Stored data entries
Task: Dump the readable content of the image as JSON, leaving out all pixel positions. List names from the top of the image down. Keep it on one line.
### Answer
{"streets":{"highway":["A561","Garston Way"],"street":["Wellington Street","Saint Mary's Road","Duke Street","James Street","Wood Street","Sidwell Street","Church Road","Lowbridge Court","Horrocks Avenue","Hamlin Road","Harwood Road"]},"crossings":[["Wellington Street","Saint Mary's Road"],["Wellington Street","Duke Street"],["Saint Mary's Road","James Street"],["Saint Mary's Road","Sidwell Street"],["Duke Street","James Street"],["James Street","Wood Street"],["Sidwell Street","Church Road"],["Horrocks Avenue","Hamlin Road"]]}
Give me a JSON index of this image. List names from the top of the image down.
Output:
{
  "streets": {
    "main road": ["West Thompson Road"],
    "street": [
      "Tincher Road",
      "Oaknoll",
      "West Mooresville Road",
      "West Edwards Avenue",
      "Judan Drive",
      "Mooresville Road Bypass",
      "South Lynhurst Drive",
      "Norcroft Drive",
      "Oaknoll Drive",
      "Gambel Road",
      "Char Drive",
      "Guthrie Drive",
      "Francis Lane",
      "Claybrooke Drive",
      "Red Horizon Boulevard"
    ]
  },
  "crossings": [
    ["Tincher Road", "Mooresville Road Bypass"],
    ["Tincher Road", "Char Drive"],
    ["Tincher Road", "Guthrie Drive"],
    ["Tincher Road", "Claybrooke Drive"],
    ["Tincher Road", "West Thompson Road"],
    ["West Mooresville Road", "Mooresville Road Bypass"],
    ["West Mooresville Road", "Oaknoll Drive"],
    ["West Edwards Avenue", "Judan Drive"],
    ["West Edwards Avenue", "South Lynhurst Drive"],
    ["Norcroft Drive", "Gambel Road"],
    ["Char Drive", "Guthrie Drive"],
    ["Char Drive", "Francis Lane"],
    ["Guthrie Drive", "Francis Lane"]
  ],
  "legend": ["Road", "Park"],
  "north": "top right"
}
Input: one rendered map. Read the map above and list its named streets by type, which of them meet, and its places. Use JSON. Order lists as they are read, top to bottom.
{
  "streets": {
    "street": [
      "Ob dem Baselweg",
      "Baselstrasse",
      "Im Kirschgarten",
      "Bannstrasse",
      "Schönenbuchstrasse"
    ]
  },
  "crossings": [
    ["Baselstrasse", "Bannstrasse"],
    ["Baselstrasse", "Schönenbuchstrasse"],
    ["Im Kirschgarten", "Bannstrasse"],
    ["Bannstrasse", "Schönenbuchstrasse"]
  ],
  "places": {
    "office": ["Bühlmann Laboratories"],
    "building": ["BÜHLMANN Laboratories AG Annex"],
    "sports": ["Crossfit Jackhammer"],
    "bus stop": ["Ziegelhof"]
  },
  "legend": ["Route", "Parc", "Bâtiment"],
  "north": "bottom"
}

#### [Problem to solve]
Go through the data above and return every line exactly.

#### [Exercise output]
Task: Dump the readable content of the image as JSON, leaving out all pixel positions. List names from the top of the image down. Keep it on one line.
### Answer
{"streets":{"highway":["A561","Garston Way"],"street":["Wellington Street","Saint Mary's Road","Duke Street","James Street","Wood Street","Sidwell Street","Church Road","Lowbridge Court","Horrocks Avenue","Hamlin Road","Harwood Road"]},"crossings":[["Wellington Street","Saint Mary's Road"],["Wellington Street","Duke Street"],["Saint Mary's Road","James Street"],["Saint Mary's Road","Sidwell Street"],["Duke Street","James Street"],["James Street","Wood Street"],["Sidwell Street","Church Road"],["Horrocks Avenue","Hamlin Road"]]}
Give me a JSON index of this image. List names from the top of the image down.
Output:
{
  "streets": {
    "main road": ["West Thompson Road"],
    "street": [
      "Tincher Road",
      "Oaknoll",
      "West Mooresville Road",
      "West Edwards Avenue",
      "Judan Drive",
      "Mooresville Road Bypass",
      "South Lynhurst Drive",
      "Norcroft Drive",
      "Oaknoll Drive",
      "Gambel Road",
      "Char Drive",
      "Guthrie Drive",
      "Francis Lane",
      "Claybrooke Drive",
      "Red Horizon Boulevard"
    ]
  },
  "crossings": [
    ["Tincher Road", "Mooresville Road Bypass"],
    ["Tincher Road", "Char Drive"],
    ["Tincher Road", "Guthrie Drive"],
    ["Tincher Road", "Claybrooke Drive"],
    ["Tincher Road", "West Thompson Road"],
    ["West Mooresville Road", "Mooresville Road Bypass"],
    ["West Mooresville Road", "Oaknoll Drive"],
    ["West Edwards Avenue", "Judan Drive"],
    ["West Edwards Avenue", "South Lynhurst Drive"],
    ["Norcroft Drive", "Gambel Road"],
    ["Char Drive", "Guthrie Drive"],
    ["Char Drive", "Francis Lane"],
    ["Guthrie Drive", "Francis Lane"]
  ],
  "legend": ["Road", "Park"],
  "north": "top right"
}
Input: one rendered map. Read the map above and list its named streets by type, which of them meet, and its places. Use JSON. Order lists as they are read, top to bottom.
{
  "streets": {
    "street": [
      "Ob dem Baselweg",
      "Baselstrasse",
      "Im Kirschgarten",
      "Bannstrasse",
      "Schönenbuchstrasse"
    ]
  },
  "crossings": [
    ["Baselstrasse", "Bannstrasse"],
    ["Baselstrasse", "Schönenbuchstrasse"],
    ["Im Kirschgarten", "Bannstrasse"],
    ["Bannstrasse", "Schönenbuchstrasse"]
  ],
  "places": {
    "office": ["Bühlmann Laboratories"],
    "building": ["BÜHLMANN Laboratories AG Annex"],
    "sports": ["Crossfit Jackhammer"],
    "bus stop": ["Ziegelhof"]
  },
  "legend": ["Route", "Parc", "Bâtiment"],
  "north": "bottom"
}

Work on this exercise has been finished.